Kevin Fenzi wrote:
For a few years I was keeping track of updates that caused big
problems:
https://fedoraproject.org/wiki/Updates_Lessons
That is also very anecdotal evidence though. And with only one exception
(the broken dependency in celt), the updates in the above list above are
all:
* either updates that have made it through to stable despite being broken,
in all cases since March 2010 (i.e., after the dnssec-conf one that was the
trigger for the main Bodhi crackdown) despite (or even because of) the new
update policies, (In other words, the strict rules have NOT prevented the
breakage in stable. At least in one case (the 2014-03 one), you have
explicitly documented autokarma as the cause for the breakage:
"User:Adamwill noticed several cases where updates had been submitted to
stable despite a valid AutoQA test failure, usually not via a manual push
but via karma automatism.")
* or critical updates that have not made it through to stable in a timely
manner, usually because of the karma requirements. (In other words, those
issues were directly CAUSED by the strict policies!)
And this list is by no means complete.

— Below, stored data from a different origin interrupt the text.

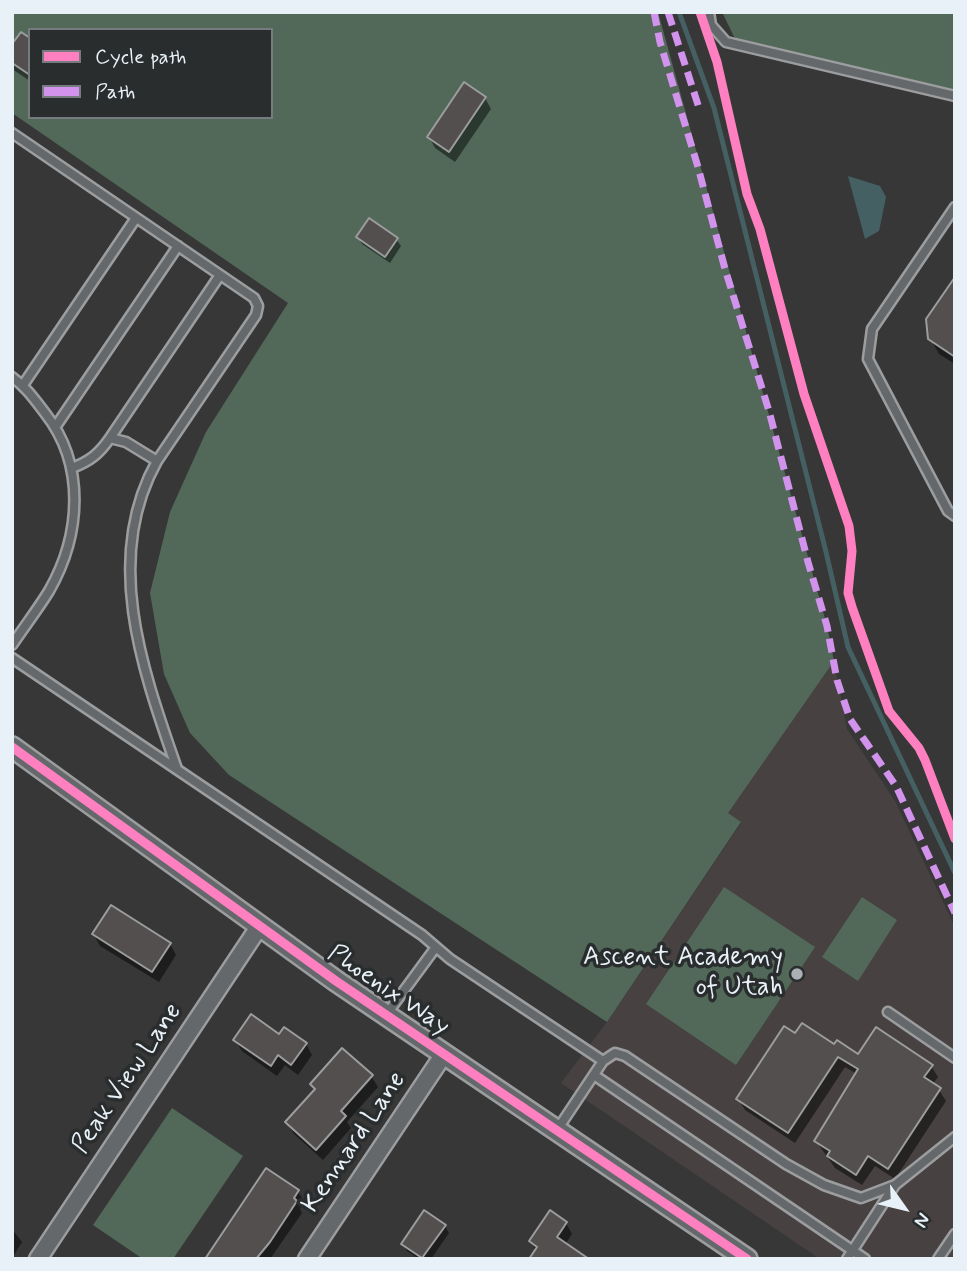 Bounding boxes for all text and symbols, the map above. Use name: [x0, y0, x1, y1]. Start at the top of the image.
legend: [28, 28, 273, 119]
text: Cycle path: [95, 43, 186, 71]
text: Path: [95, 78, 135, 106]
street label: Phoenix Way: [321, 939, 455, 1043]
place label: Ascent Academy of Utah: [583, 943, 783, 1004]
marker: Ascent Academy of Utah: [789, 966, 805, 982]
street label: Peak View Lane: [66, 998, 190, 1160]
street label: Kennard Lane: [296, 1066, 414, 1220]
north arrow: [869, 1173, 939, 1243]
text: N: [908, 1208, 936, 1232] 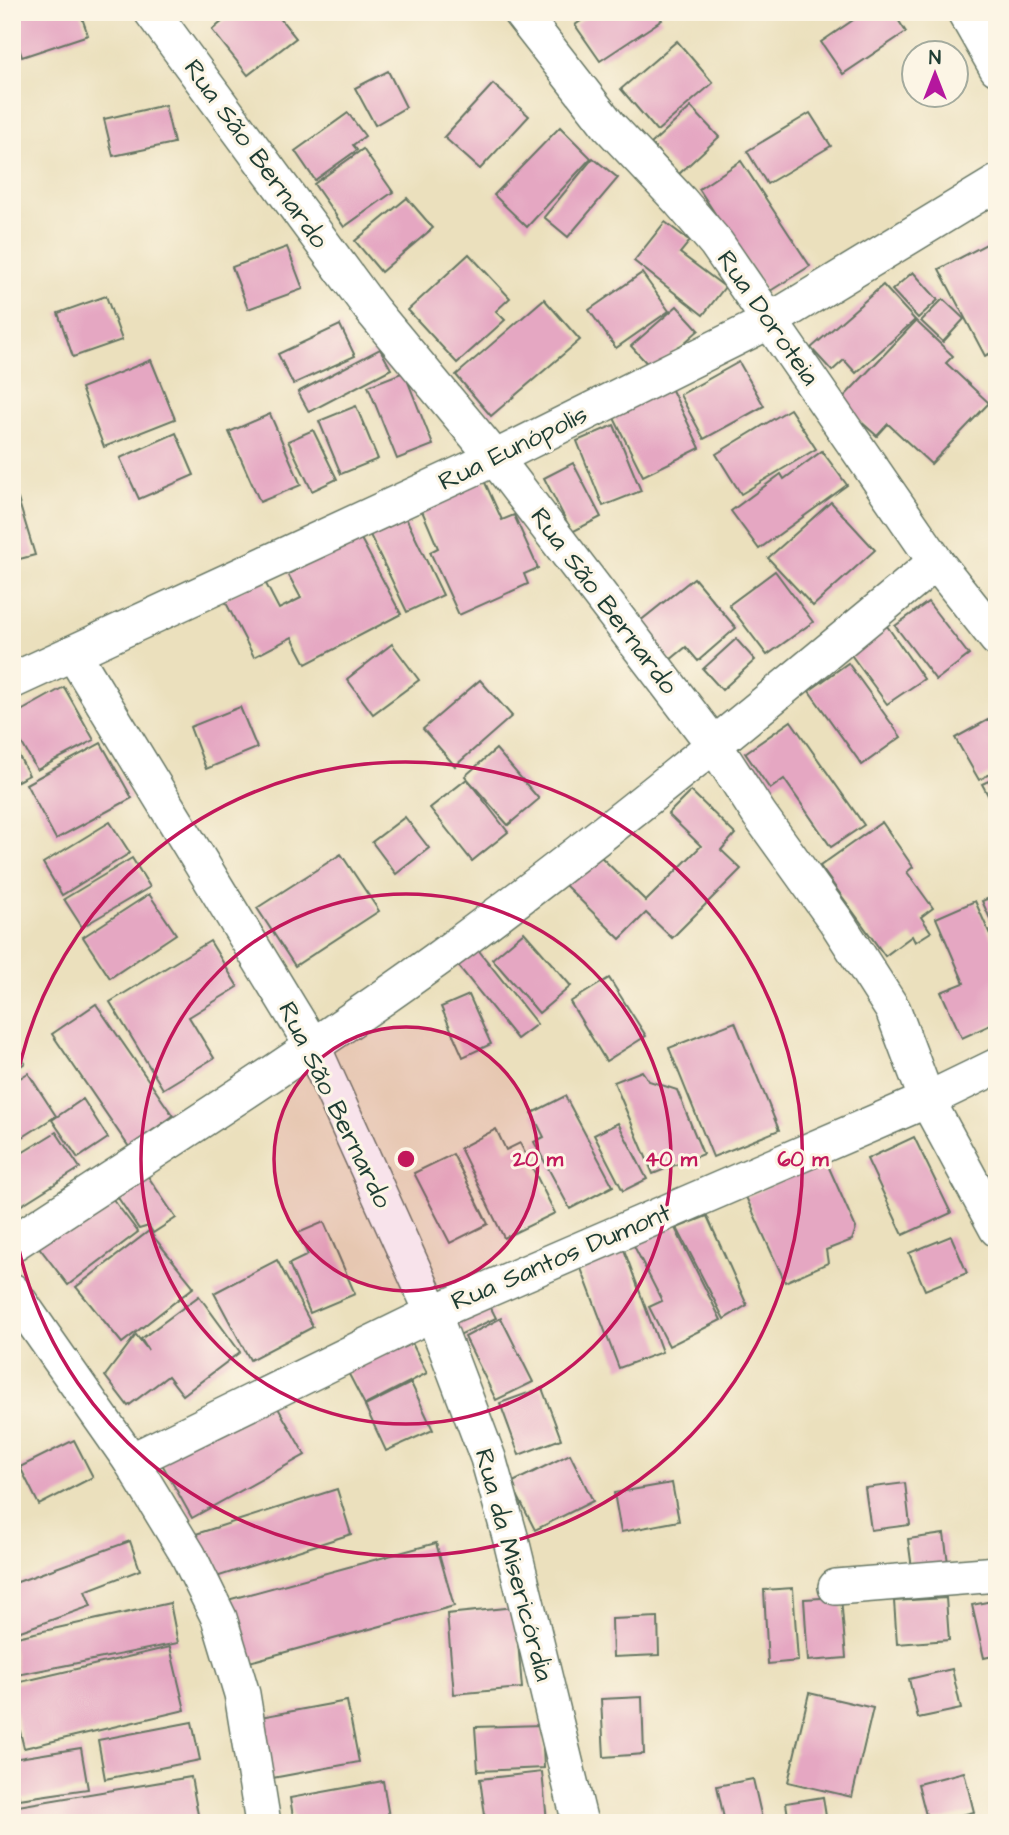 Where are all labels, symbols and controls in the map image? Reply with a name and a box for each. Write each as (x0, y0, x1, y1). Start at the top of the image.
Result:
north arrow (900, 38, 970, 108)
text: N (929, 45, 941, 72)
street label: Rua São Bernardo (175, 52, 337, 256)
street label: Rua Doroteia (708, 243, 828, 393)
street label: Rua Eunópolis (432, 396, 594, 500)
street label: Rua São Bernardo (522, 500, 687, 702)
street label: Rua São Bernardo (269, 996, 401, 1215)
text: 20 m (512, 1145, 564, 1174)
text: 40 m (645, 1145, 698, 1174)
text: 60 m (777, 1145, 829, 1174)
centre of rings (394, 1147, 418, 1171)
street label: Rua Santos Dumont (446, 1194, 677, 1320)
street label: Rua da Misericórdia (466, 1445, 562, 1685) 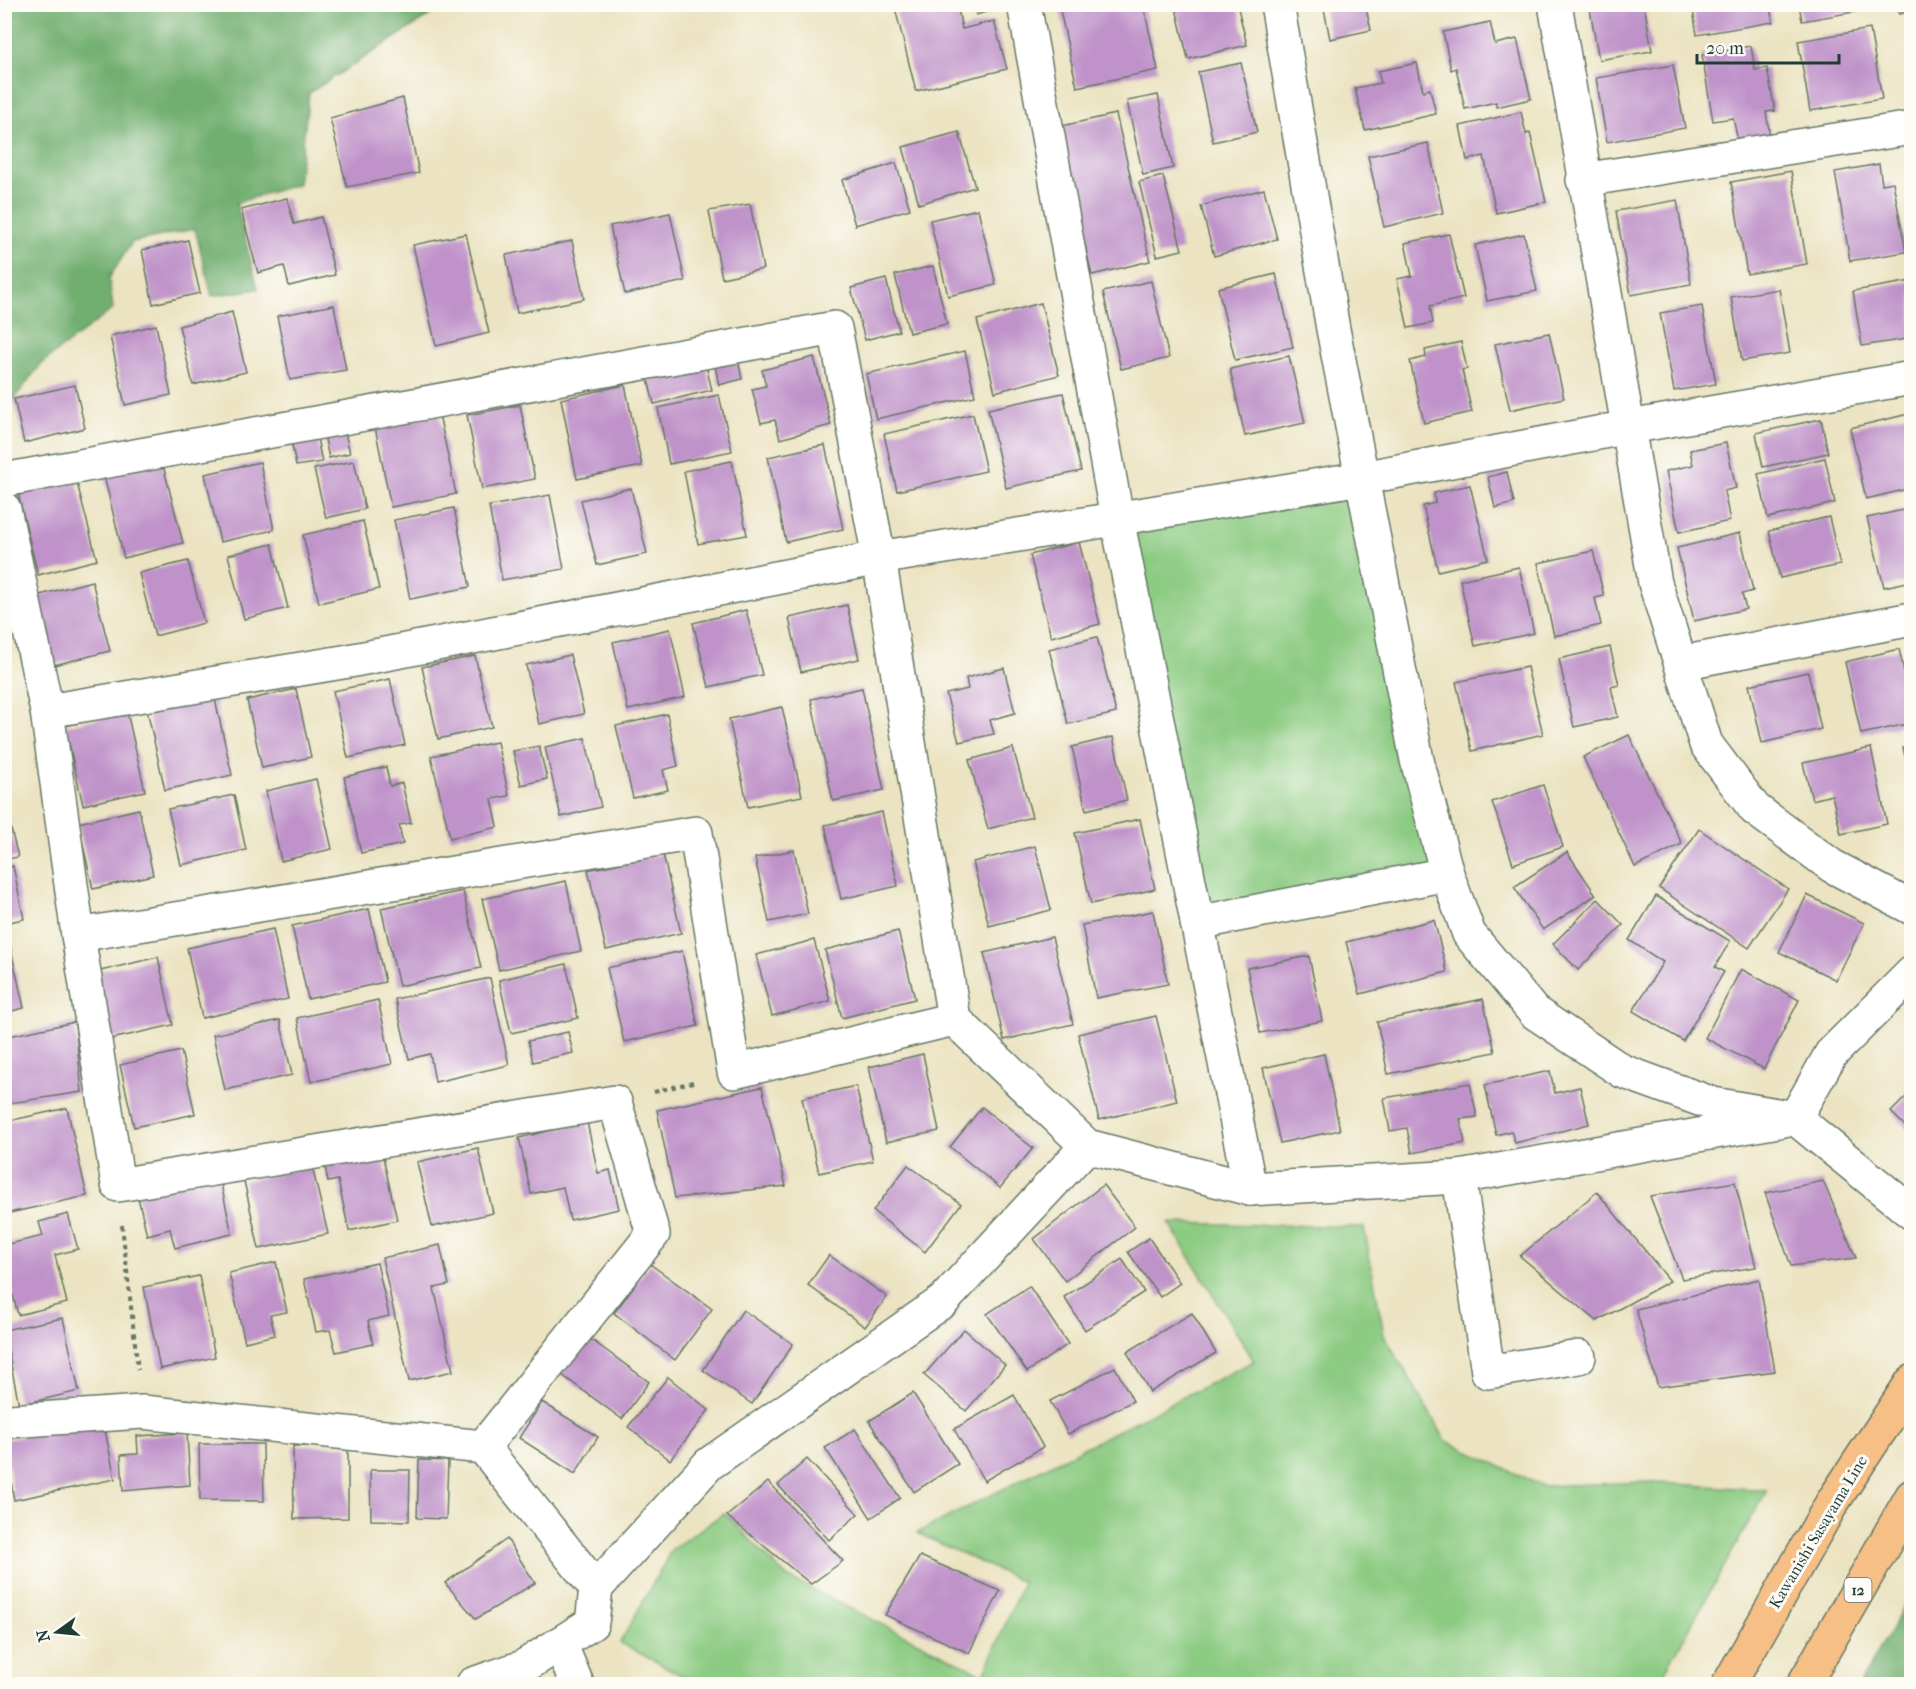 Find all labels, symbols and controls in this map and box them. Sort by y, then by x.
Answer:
scale bar [1697,27,1840,65]
text: 20 m [1706,38,1744,59]
street label: Kawanishi Sasayama Line [1765,1452,1871,1612]
road number: 12 [1844,1578,1872,1602]
north arrow [27,1602,87,1662]
text: N [32,1627,54,1644]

I remember way more bad updates and
delayed updates (sometimes even together: bad update gets through instantly
through autokarma, the regression fix is stuck in testing for days, because
the testers just did not care about and/or were unable to test the regressed
use case), too many to write down a list like this (and indeed, I have no
such list). Your list has only the worst failures of the bureaucratic update
policy.
The orig "very bad" update was a dbus update that broke
everything.
That was one of the issues that had triggered a perceived demand for
stricter rules, but the Bodhi crackdown was actually implemented only
starting from March 2010, after the dnssec-conf update (which was pushed
directly to stable, as was still allowed in February 2010).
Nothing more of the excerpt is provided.